Amgueddfa Blog: St Fagans Archive

A few years ago, while researching the history of St Fagans Castle during the First World War, I came across a number of oral history interviews in the Sound Archive with former tenants of the Plymouth Estate. The recordings were made in the 1970s and 1980s with people who had, for the most part, lived all their lives in St Fagans village. Although very few of the recordings yielded information relevant to my research, they did provide a vivid insight into the workings of the estate during the first half of the twentieth century, when village life revolved around the Castle and its owners the Earl and Countess of Plymouth. With Christmas almost upon us, I thought I'd use my last blogpost of 2016 to share some of the villagers' recollections of Christmas at St Fagans in the early 1900s. Nadolig llawen!

Christmas beast

Alexander ‘Bert’ Warden, born in Cirencester in 1910, moved with his family to St Fagans as a child. In an interview with the Museum in 1979, he remembered distributing meat to the villagers at Christmas:

Penhefyd Farm was the home farm in those days. Of course, the Plymouth people kept cattle there and all the rest of it. At Christmas time, they’d have a beast and it would be slaughtered, cut up into various chunks and each family in the village was allowed so much – I think it was about 5lb for a man, and 3lb for his wife and so much for each child. Now that was delivered around for the villagers by workmen from the estate. I did it myself when I was a boy. That was one of the Christmas boxes from the Plymouth Estate. Also a couple of rabbits – each person had a couple of rabbits and a load of logs. [6020/1]

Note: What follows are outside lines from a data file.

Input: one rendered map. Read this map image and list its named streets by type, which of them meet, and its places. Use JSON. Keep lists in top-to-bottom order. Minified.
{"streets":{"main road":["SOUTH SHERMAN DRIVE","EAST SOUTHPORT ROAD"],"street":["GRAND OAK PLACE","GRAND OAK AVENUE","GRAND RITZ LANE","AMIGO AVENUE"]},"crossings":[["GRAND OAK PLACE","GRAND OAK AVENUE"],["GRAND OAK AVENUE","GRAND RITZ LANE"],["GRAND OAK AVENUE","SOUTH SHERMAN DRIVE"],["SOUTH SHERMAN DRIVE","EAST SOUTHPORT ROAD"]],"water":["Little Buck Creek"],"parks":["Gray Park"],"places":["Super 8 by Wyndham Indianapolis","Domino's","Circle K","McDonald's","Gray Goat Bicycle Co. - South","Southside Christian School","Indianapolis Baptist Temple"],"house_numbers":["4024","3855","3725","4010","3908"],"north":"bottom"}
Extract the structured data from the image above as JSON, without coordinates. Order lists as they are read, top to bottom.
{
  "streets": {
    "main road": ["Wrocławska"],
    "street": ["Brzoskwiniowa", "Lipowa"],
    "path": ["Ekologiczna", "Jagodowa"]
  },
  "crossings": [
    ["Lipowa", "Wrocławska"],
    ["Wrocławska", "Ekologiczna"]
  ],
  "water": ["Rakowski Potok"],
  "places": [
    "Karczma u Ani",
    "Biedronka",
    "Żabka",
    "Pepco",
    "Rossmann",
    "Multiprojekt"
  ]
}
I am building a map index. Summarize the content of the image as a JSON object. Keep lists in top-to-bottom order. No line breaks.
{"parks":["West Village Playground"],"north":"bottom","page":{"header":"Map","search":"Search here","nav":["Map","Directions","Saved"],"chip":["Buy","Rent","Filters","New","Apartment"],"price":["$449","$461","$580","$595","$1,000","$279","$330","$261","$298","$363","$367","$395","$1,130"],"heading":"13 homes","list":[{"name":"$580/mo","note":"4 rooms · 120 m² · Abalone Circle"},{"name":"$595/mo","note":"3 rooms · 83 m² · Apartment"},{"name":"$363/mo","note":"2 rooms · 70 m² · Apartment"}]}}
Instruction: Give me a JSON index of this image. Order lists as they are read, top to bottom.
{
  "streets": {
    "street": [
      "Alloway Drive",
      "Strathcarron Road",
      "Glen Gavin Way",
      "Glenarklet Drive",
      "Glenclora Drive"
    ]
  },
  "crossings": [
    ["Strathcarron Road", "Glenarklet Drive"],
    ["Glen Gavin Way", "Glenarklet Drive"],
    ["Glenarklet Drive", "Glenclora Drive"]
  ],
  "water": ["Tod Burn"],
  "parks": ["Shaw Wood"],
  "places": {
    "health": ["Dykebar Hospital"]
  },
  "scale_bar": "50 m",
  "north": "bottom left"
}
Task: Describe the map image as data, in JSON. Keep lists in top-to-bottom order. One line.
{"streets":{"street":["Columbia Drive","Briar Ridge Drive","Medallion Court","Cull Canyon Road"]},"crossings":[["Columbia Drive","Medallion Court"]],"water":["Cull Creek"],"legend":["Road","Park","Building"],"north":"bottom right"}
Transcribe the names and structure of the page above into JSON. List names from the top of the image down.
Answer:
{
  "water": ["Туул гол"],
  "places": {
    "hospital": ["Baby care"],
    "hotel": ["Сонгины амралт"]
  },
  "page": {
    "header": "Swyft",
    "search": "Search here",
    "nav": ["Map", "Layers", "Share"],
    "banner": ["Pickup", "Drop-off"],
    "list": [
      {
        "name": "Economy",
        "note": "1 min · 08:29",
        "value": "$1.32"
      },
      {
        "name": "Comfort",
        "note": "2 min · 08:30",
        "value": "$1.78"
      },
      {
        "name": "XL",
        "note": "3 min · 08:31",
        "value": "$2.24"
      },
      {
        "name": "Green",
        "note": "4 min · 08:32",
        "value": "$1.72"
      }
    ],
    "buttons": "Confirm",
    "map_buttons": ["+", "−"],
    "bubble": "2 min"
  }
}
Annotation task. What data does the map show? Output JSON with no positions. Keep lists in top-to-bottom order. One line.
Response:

Mary Ann Dodd, a housemaid for the Plymouth family at the turn of the century, remembered using the Christmas beast to make soup for the villagers. In the early 1960s, at the age of 96 and living at the Grange Home for the Blind in Hereford, she wrote an essay for the Museum about her 30 years working at St Fagans Castle:    

Every Christmas two animals were killed, and her Ladyship told Mrs Cousins to use the heads, legs and offal for soup. This was supervised by the Lady herself and was made in my biggest copper saucepan. It was so big I could almost stand in it. The Housekeeper put in the salt and seasoning, and my Lady was keen on plenty of parsley, and all five kitchen maids and myself prepared the vegetables. We cleaned celery, carrots and leeks. Once they knew that the soup was ready, the village folk came from breakfast time on with jugs and basins and all manner of things and they were all provided with meat and soup. [MS 1293]

Children’s party

Another festive tradition remembered with fondness was the children’s Christmas party. This was held in the Banqueting Hall – a large pavilion in the Castle grounds – before the end of the school term. Jessie Warden (née Mildon), who was born and brought-up in the village, described it as one of the 'perks' of living on the estate:

We were always a jolly lot. Lord Plymouth, every year, gave every child in the whole of the school – there could be a 100, there could be 50 – a Christmas party in the Banqueting Hall. Everything from the jelly to the Christmas presents at five shillings per child was paid by Lord Plymouth. And that was wonderful. It was a real Christmas party paid for by Lord Plymouth. There was a huge Christmas tree with your presents on the tree. Lady Plymouth was usually there and would give to the boys and Lord Plymouth would give to the girls. And they’d have a man with a ladder to get your particular present off the tree. The tree would then go to the Cardiff Royal Infirmary. [6020/1]

Mari Lwyd

Jessie Warden also recalled her childhood fear of the Mari Lwyd – a seasonal custom practiced without the patronage of the Plymouth Estate:

They had a Mari Lwyd every year. The Mari Lwyd used to come and that was a chap from Pentyrch, and there was one from Ely. There was one from the village, but then when he finished, his relatives in Ely came out in my day. When I was about ten. I can remember the Mari Lwyd. We were always petrified! The responses etc. were always in Welsh. [6020/1]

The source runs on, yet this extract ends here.